Note: "p1", "smp2", and "nlsim1" correspond to "A" "B", and "sim" in my question above. Enough data to walk a couple steps:

注意:在我上面的问题中,“p1”、“smp2”和“nlsim1”对应于“A”、“B”和“sim”。足够的数据走几步:

df = pd.DataFrame({u'nlsim1': {174513: 0.8782, 270870: 0.9461, 478503: 0.8809},
 u'p1': {174513: 8655, 270870: 13307, 478503: 22276},
 u'p2': {174513: 13307, 270870: 22276, 478503: 2391},
 u'smp1': {174513: u'007', 270870: u'010', 478503: u'016'},
 u'smp2': {174513: u'010', 270870: u'016', 478503: u'002'}})
df.index = df.index.rename('idx')
df = df.set_index(['p1', 'smp2'], drop=False, append=True, verify_integrity=True)

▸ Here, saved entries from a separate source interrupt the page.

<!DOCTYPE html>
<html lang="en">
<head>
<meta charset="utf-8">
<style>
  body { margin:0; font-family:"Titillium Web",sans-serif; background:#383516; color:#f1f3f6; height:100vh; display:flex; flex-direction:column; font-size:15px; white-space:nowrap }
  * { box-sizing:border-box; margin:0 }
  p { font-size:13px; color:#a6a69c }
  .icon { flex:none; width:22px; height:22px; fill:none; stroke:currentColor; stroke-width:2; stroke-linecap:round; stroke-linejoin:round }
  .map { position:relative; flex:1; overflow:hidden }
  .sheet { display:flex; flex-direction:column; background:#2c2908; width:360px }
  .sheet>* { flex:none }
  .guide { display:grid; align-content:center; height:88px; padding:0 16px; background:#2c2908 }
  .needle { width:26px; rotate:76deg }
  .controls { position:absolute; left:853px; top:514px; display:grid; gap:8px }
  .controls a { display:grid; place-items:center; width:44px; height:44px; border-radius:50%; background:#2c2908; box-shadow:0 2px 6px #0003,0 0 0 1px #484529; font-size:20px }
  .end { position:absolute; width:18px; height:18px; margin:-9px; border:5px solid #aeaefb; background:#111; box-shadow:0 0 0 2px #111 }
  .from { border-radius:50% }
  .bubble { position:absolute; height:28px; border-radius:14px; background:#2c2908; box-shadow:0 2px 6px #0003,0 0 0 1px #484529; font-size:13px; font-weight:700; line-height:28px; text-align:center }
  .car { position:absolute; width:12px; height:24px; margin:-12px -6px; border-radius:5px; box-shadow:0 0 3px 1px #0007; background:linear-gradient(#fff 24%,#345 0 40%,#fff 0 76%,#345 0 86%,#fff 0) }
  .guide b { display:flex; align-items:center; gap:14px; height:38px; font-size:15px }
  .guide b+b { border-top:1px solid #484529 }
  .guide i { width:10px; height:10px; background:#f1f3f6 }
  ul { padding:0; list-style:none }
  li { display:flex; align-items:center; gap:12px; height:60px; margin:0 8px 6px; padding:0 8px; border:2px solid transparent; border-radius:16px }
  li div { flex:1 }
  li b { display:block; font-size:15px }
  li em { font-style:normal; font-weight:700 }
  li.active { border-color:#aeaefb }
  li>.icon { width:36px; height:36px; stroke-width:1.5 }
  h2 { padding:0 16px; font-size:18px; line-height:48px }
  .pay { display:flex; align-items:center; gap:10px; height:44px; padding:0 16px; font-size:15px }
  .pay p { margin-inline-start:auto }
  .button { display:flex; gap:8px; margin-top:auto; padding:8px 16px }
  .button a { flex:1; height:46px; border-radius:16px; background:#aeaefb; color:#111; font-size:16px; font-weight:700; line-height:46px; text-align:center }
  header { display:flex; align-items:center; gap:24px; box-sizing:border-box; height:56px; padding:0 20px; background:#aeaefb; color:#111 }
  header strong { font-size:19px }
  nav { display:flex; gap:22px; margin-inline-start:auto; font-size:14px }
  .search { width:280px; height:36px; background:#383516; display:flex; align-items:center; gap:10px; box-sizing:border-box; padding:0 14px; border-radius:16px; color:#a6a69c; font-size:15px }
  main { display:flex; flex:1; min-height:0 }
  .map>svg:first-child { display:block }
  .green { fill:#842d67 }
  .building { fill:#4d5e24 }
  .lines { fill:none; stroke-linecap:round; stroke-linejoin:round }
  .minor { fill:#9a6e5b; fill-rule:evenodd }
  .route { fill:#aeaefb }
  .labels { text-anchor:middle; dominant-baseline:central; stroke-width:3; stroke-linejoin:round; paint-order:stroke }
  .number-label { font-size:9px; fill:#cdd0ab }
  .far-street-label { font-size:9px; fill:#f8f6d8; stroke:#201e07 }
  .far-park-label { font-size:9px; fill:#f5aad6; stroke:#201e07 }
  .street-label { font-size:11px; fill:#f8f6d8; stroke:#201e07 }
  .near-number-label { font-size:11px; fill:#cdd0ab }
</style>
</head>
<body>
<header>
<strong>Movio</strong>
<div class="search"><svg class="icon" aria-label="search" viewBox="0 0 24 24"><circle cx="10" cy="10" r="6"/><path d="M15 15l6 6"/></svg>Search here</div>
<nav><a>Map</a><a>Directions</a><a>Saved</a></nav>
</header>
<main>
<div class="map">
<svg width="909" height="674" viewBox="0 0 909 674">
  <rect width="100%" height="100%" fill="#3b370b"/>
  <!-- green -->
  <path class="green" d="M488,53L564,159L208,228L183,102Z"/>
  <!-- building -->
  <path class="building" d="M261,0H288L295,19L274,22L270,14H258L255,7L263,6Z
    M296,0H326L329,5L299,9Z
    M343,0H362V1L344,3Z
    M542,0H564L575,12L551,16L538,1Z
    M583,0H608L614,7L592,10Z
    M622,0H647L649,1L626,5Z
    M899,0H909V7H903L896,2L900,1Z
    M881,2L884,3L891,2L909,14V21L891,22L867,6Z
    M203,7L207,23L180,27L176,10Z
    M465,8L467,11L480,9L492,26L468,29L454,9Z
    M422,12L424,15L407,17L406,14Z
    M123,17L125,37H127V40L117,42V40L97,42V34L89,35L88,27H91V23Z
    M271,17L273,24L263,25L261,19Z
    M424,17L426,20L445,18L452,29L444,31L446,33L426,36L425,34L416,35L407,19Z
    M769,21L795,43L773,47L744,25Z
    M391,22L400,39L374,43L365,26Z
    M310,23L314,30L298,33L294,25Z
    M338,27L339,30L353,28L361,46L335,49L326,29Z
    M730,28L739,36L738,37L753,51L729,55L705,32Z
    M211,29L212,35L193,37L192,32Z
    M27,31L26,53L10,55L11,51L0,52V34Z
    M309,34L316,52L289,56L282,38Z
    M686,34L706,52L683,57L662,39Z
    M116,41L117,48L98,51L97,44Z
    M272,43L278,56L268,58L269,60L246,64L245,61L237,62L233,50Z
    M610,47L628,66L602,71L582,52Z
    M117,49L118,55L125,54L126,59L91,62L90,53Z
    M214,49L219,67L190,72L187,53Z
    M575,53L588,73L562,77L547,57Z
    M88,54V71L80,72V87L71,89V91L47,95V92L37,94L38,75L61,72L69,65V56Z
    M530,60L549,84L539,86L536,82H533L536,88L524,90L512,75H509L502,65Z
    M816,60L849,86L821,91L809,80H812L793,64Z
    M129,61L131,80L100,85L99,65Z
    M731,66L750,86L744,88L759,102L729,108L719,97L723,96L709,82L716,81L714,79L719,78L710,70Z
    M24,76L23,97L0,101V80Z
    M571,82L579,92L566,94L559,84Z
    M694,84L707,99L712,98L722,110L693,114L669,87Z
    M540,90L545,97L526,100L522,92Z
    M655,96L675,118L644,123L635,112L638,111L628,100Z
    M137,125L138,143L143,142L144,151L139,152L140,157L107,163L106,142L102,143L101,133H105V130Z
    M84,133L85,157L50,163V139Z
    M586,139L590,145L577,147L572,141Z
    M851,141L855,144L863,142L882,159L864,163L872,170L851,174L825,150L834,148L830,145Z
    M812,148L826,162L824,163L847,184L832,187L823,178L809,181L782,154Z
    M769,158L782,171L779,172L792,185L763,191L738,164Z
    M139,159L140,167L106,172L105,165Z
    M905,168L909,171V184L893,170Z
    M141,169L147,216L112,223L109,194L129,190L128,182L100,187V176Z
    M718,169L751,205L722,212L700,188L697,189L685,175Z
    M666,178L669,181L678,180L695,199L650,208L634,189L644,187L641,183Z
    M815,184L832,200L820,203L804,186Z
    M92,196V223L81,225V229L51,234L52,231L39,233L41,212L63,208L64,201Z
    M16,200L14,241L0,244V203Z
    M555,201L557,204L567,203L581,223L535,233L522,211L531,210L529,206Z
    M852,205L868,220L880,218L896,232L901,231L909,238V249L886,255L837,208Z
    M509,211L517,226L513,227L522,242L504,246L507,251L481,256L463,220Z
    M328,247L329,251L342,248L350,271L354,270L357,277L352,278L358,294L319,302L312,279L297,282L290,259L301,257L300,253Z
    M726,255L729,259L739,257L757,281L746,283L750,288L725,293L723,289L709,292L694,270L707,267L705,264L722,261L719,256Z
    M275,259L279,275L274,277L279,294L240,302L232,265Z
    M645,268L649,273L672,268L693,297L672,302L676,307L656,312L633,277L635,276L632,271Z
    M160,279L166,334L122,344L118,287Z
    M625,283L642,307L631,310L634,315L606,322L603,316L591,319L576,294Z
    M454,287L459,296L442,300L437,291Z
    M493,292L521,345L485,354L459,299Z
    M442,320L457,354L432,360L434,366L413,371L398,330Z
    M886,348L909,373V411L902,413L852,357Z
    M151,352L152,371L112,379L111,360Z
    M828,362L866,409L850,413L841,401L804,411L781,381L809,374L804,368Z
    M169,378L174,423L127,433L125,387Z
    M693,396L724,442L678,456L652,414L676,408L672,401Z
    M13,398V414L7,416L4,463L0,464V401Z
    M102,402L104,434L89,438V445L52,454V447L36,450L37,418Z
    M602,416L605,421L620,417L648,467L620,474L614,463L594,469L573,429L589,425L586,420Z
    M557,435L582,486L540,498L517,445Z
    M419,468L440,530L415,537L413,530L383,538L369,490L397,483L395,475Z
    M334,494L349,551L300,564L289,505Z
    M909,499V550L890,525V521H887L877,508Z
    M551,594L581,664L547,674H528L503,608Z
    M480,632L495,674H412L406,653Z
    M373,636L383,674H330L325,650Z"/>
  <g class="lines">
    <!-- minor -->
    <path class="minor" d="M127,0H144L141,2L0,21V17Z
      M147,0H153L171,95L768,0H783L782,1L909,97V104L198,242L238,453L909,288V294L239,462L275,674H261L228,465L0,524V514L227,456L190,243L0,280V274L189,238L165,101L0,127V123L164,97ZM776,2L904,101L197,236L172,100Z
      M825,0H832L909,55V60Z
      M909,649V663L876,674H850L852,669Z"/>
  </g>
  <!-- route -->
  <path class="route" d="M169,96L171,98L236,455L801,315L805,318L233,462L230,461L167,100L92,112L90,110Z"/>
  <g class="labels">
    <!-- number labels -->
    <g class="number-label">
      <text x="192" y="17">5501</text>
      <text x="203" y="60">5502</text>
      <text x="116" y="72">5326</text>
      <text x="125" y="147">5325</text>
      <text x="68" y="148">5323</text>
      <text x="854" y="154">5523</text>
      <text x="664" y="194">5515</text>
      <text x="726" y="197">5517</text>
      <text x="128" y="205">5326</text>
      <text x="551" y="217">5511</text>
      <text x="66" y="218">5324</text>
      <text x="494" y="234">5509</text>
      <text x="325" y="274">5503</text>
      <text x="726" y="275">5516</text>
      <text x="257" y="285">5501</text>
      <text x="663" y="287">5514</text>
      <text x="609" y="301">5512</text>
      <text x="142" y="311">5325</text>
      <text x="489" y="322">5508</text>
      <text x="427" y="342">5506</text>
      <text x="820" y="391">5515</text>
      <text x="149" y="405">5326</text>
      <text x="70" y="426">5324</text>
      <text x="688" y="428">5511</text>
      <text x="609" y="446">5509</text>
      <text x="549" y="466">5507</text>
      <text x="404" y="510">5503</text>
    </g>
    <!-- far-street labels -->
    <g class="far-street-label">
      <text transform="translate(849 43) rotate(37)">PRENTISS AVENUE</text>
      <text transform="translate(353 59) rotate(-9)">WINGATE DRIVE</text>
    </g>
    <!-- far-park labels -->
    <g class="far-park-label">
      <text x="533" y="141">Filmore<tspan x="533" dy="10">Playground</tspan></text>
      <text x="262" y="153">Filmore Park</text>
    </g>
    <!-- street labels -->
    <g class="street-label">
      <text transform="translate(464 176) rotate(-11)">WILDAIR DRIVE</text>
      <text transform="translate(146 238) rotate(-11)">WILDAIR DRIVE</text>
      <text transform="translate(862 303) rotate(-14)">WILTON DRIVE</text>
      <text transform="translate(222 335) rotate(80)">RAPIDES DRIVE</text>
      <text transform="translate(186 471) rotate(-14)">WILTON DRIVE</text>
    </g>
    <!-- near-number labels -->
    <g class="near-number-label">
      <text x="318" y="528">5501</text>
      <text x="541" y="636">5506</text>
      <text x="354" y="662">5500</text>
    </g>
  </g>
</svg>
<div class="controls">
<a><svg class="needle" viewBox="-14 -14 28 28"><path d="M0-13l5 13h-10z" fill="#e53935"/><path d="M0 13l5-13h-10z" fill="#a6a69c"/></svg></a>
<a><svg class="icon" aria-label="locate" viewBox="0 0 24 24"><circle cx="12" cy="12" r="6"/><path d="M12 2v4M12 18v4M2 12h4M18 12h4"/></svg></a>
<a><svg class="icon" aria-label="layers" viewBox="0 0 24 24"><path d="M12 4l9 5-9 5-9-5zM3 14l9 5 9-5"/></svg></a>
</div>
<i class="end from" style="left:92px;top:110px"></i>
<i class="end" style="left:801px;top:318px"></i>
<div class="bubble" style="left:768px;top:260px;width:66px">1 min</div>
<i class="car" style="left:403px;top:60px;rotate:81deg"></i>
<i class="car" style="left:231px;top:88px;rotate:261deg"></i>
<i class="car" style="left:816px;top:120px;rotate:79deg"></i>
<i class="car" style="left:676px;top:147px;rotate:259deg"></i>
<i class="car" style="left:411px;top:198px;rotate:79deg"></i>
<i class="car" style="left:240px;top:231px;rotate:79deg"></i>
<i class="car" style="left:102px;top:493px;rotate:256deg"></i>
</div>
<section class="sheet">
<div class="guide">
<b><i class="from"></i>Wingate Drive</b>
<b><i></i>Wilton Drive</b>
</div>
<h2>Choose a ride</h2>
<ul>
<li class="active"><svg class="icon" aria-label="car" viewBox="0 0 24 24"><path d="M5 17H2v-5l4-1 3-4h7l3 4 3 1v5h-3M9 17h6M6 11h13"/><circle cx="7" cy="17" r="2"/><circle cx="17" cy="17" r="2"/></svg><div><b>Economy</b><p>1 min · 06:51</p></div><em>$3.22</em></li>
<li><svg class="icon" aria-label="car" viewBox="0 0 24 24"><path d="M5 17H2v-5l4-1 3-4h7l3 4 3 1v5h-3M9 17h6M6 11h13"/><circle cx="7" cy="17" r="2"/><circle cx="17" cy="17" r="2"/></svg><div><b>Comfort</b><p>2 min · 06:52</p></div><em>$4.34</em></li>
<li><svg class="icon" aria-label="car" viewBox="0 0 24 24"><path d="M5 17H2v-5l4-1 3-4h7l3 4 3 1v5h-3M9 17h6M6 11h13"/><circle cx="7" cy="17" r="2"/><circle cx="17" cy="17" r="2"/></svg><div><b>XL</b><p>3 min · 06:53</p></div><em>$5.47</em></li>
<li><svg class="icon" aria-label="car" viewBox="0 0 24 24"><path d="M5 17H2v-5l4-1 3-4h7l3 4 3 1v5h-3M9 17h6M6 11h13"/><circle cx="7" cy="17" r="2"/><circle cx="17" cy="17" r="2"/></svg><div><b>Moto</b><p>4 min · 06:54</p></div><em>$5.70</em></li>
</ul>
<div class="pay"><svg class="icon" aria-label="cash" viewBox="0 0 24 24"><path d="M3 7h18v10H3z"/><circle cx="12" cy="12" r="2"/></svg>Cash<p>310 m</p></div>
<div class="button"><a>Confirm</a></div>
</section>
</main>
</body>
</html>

def weighted_random_choice():
    options = df_options.index.tolist()
    tot = df_options.nlsim1.sum()
    options_weight = df_options.nlsim1 / tot
    return np.random.choice(options, p=list(options_weight))

Initiates the walk:

开始步行:

samples = set([c for a, b, c in df.index.values])
df_numbered = range(df.shape[0])
#rand_pair = random.sample(df_numbered, 1)
rand_pair = [0]
path = [df.index[rand_pair][0][0]]

The walk (iterate it):

步行(迭代它):

row = df.loc[path[-1],:,:]
p = row.p2.values[0]
smp = row.smp2.values[0]
print p, smp
samples.discard(smp)
print sorted(list(samples))
pick_sample = random.sample(samples, 1)[0]
print pick_sample
df_options = df.xs((p, pick_sample), level=('p1', 'smp2'))
if df_options.shape[0] < 1:
    print "out of options, stop iterating"
    print "path=", path
else:
    print "# options: ", df_options.shape[0]
    new = weighted_random_choice()
    path.append(new)
    print path
    print "you should keep going"

output, 1st step:

输出,第一步:

13307 010
[u'002', u'016']
016
# options:  1
[174513, 270870]
you should keep going

2nd step:

第二步:

22276 016
[u'002']
002
# options:  1
[174513, 270870, 478503]
you should keep going

3rd step errors as expected b/c it runs out of samples.

预期的第三步错误 b/c 它用完了样本。

采纳答案by Nathan Lloyd

Well, the simple fix was to use two copies of the data frame, the original and another one indexed by 'A' and 'B':

嗯,简单的解决方法是使用数据框的两个副本,原始副本和另一个由“A”和“B”索引的副本:

dfi = df.set_index(['A', 'B'])

By changing the "select specific A, B" paradigm from

通过将“选择特定的 A、B”范式从

df_options = df[(df.A == x) & (df.B == y)]

to

df_options = dfi.loc(axis=0)[x, y]

I was able to gain a 5x improvement in speed. It should scale better with the size of df.

我的速度提高了 5 倍。它应该随着 df 的大小更好地扩展。